- Directions for this task:
What lines of the material below include the string "limit"? Copy all of them.

- Excerpted records:
====

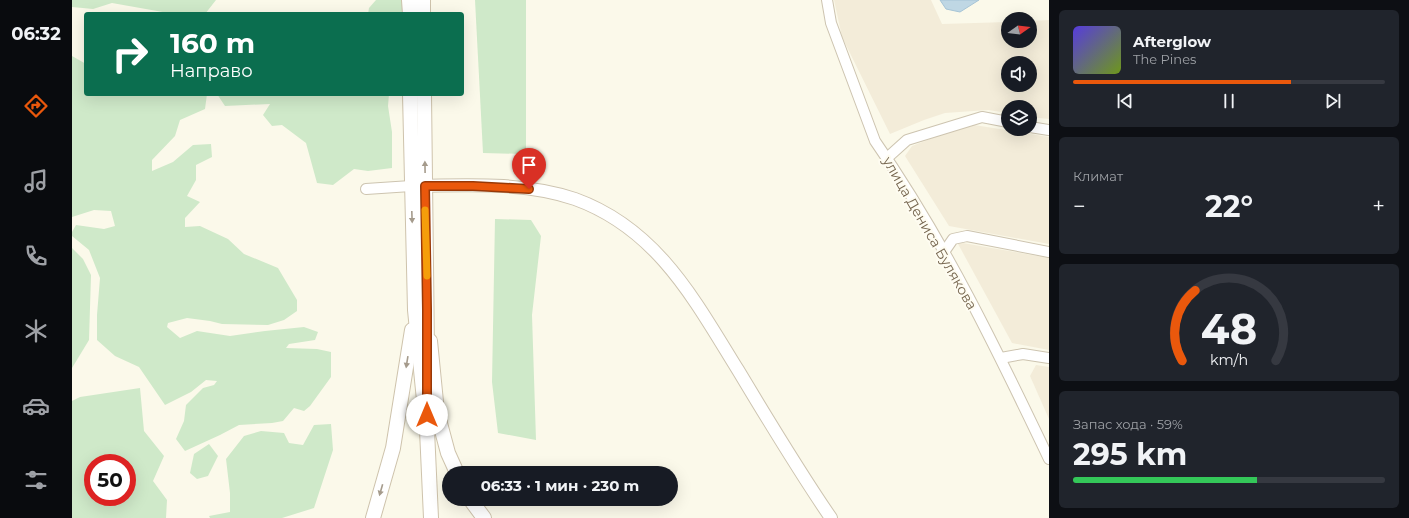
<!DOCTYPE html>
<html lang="ru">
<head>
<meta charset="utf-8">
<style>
	:root { --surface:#171b24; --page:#20242c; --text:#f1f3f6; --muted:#9ea1a6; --line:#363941; --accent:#ea580c }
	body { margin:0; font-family:Montserrat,sans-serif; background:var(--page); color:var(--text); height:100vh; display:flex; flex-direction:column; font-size:15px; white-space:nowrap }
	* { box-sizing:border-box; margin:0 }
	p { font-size:13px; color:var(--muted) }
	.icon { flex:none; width:22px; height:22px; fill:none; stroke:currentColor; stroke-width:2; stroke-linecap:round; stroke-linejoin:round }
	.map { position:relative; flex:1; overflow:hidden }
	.side { display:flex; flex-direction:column; gap:10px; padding:10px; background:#0d0f14; width:360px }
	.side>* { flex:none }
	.hud { position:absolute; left:12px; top:12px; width:380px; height:84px; border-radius:4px; box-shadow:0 4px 16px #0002; background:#0b6e4f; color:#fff; overflow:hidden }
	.needle { width:26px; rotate:76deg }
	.controls { position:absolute; left:929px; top:12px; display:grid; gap:8px }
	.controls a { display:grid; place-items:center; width:36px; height:36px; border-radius:50%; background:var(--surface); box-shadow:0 4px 16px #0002; font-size:20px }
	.speed { position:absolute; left:12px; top:454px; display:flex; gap:8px; font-size:20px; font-weight:700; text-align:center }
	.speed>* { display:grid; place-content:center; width:52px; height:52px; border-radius:50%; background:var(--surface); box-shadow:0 4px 16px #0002; line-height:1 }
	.speed .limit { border:6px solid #d22; background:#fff; color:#111 }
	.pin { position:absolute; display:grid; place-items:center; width:34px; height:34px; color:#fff; margin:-41px -17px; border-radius:50% 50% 50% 0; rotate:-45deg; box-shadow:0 0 4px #0007 }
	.pin .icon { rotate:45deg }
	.me { position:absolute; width:44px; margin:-22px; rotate:0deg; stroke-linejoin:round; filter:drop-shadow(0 0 3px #0008) }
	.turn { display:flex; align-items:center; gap:14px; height:84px; padding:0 20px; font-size:18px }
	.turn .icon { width:52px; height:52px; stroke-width:2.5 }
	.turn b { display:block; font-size:28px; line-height:34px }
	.big { font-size:30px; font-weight:700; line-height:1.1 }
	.side .tile { flex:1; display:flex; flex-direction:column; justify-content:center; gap:6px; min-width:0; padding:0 14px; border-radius:6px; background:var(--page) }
	.side .dial { align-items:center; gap:0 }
	.dial svg { height:104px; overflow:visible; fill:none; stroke:var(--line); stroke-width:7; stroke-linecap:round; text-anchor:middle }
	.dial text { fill:var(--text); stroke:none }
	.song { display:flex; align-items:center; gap:12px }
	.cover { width:48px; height:48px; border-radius:6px; background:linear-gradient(135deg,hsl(250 70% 55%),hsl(80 70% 35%)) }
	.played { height:4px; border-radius:2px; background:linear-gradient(90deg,var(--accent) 70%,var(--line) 70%) }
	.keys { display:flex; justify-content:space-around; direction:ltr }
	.heat { display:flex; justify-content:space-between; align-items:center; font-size:22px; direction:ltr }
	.charge { height:6px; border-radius:3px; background:linear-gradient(90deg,#34c759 59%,var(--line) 0) }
	.trip { position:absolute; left:370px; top:466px; width:236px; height:40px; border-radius:20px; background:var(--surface); box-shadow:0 4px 16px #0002; font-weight:700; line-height:40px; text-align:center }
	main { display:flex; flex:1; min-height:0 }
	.tab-bar { display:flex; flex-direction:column; width:72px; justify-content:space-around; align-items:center; background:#090b0e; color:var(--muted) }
	.tab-bar .icon { width:28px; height:28px }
	.tab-bar .on { color:var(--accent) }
	.tab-bar b { font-size:18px; color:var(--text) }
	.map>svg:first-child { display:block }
</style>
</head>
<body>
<main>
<nav class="tab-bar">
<b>06:32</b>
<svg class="icon on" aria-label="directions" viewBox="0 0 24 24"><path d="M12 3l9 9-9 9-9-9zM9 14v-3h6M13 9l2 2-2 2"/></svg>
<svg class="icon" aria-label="music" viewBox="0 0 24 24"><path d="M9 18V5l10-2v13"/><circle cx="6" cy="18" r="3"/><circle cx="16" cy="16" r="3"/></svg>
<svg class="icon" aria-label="phone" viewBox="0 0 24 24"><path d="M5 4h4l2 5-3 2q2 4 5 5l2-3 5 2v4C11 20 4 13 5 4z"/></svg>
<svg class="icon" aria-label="climate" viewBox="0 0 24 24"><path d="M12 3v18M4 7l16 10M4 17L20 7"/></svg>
<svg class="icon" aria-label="car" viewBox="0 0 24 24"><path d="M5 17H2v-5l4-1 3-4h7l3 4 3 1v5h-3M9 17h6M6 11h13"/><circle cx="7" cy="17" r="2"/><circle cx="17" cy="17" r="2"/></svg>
<svg class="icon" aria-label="filters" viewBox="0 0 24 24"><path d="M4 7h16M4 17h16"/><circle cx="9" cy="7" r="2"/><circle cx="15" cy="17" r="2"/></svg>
</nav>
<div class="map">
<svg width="977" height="518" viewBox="0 0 977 518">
	<rect width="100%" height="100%" fill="#fbf9ea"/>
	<g fill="#f3ecd9" fill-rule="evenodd">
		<path d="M 762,0 L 859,0 L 870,24 L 936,22 L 936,41 L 958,41 L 958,21 L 977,20 L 977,119 L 958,117 L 958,107 L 936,107 L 936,113 L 916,110 L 873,113 L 852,120 L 818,134 L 770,37 ZM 936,63 L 958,63 L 958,85 L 936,85 Z"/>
		<polygon points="896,124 977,137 977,244 877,226 833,156 840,146"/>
		<polygon points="885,242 977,258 977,350 940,343"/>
		<polygon points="964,365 977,367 977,419 958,376"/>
	</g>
	<g fill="#cfe9c9" fill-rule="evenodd">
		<polygon points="0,0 144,0 133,14 102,14 40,3 21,9 0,7"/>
		<polygon points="304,0 334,0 333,14 296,14 297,8"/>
		<polygon points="403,0 454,0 454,154 411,153"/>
		<polygon points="0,56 14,64 14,94 135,94 133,109 108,120 103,136 80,160 80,171 101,162 121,145 139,144 140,157 124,165 124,180 115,196 128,202 113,218 113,227 128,226 156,239 172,254 206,268 225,300 225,311 212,320 196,325 150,324 138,321 115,318 96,323 95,327 108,338 125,331 158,336 193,331 232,327 246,332 243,340 217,344 214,348 245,349 259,352 259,377 238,406 232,411 222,408 211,421 200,423 167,425 148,435 113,451 104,439 112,421 114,405 131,388 142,385 145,381 134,380 119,392 93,405 67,367 43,356 25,340 25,315 28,278 17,250 0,236 0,232 4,225 32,229 43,226 39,211 22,210 0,217"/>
		<polygon points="145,94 317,94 316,106 320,132 320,168 296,171 282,169 261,185 245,183 234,143 210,125 200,126 191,115 198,104 153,106"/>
		<polygon points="423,219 459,220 469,236 460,315 464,440 426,433 420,382"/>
		<polygon points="0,248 11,259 19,275 17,340 0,368"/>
		<path d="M 68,388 L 72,431 L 92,456 L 81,481 L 95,500 L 94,518 L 0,518 L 0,401 L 8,397 ZM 21,463 L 55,463 L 55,497 L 21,497 Z"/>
		<polygon points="259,424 261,450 242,508 210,518 138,518 137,516 158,512 158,493 154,459 172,436 189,431 212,433 217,443 231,445 242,425"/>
		<polygon points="137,444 146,456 136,476 125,479 118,473 122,454"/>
	</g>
	<polygon fill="#bfd7e4" stroke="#a6c4d6" points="868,0 907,0 888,12 874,9"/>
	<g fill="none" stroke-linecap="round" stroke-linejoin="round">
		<defs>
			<g id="minor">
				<path d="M 755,0 L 759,23 L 803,141 C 872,240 925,350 977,459"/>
				<polyline points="958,127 977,130"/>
				<polyline points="815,158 835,140 910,117 936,122"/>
				<polyline points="294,189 339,186"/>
				<polyline points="872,252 881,239 895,236 977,252"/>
				<polyline points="929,358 951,354 977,358"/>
			</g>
			<path id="tertiary" d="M 345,186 C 395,185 455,182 503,199 C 586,229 623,301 666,370 C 696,420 726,470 759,518"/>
			<g id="secondary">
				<polyline points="337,0 338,14"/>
				<polyline points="351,0 351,14"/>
				<polyline points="338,94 343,310 355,430 359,518"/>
				<polyline points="352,94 355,351"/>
				<polyline points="358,341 365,412 376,453 385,473"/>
				<polyline points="398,499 412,518"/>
				<polyline points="301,518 321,448 340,330"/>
			</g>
		</defs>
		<use href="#minor" stroke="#cdc4b0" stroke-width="12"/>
		<use href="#tertiary" stroke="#cdc4b0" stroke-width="14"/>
		<use href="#secondary" stroke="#cec3ac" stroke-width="16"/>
		<use href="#minor" stroke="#fff" stroke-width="10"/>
		<use href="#tertiary" stroke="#fff" stroke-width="12"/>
		<use href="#secondary" stroke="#fff" stroke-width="14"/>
	</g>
	<defs><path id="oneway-solid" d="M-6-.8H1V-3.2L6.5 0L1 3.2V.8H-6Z"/></defs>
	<g fill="#a59b8c">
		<use href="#oneway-solid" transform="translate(353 167) rotate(-91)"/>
		<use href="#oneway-solid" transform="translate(340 217) rotate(88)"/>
		<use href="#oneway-solid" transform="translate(335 362) rotate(99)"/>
		<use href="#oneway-solid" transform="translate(309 490) rotate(106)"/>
	</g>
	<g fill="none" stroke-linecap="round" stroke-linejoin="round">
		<defs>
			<polyline id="route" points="355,415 355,310 353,186 401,186 457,189"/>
		</defs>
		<use href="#route" stroke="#983908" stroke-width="10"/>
		<use href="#route" stroke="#ea580c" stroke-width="7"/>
		<polyline stroke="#f59e0b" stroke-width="7" points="353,210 355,276"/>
	</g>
	<g text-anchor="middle" stroke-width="4" stroke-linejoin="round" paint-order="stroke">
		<g font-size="14" fill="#75654e" stroke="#fefcf1">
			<text transform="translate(858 233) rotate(60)" y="5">улица Дениса Булякова</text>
		</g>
	</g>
</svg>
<div class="controls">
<a><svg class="needle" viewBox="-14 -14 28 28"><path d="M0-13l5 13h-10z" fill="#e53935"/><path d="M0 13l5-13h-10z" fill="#9ea1a6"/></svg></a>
<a><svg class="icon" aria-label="sound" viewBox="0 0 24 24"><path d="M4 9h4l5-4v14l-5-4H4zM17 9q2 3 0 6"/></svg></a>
<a><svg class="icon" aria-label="layers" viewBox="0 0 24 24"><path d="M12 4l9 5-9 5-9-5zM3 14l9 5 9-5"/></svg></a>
</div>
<div class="speed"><div class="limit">50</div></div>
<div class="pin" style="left:457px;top:189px;background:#d93025"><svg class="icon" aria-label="arrive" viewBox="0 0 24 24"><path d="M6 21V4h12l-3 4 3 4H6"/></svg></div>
<svg class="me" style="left:355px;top:415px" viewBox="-20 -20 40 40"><circle r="19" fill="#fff"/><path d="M0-13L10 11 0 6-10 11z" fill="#ea580c"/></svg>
<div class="trip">06:33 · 1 мин · 230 m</div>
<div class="hud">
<div class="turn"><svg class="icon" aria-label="right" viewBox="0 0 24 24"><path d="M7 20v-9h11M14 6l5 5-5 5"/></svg><div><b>160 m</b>Направо</div></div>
</div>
</div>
<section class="side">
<div class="tile">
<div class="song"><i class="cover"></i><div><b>Afterglow</b><p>The Pines</p></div></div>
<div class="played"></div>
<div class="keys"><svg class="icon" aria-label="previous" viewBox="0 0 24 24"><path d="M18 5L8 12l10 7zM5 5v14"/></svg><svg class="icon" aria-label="pause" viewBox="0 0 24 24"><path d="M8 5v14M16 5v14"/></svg><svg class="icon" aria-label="next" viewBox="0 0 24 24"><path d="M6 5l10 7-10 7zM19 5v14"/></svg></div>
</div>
<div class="tile"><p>Климат</p>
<div class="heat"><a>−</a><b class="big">22°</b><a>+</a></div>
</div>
<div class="tile dial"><svg viewBox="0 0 100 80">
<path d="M14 69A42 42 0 1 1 86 69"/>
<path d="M14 69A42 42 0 0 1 24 15" stroke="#ea580c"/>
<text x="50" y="56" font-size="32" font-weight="700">48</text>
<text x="50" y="72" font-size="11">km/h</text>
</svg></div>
<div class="tile"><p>Запас хода · 59%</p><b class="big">295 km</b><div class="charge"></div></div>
</section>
</main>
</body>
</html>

====

- Solution to this exercise:
	.speed .limit { border:6px solid #d22; background:#fff; color:#111 }
<div class="speed"><div class="limit">50</div></div>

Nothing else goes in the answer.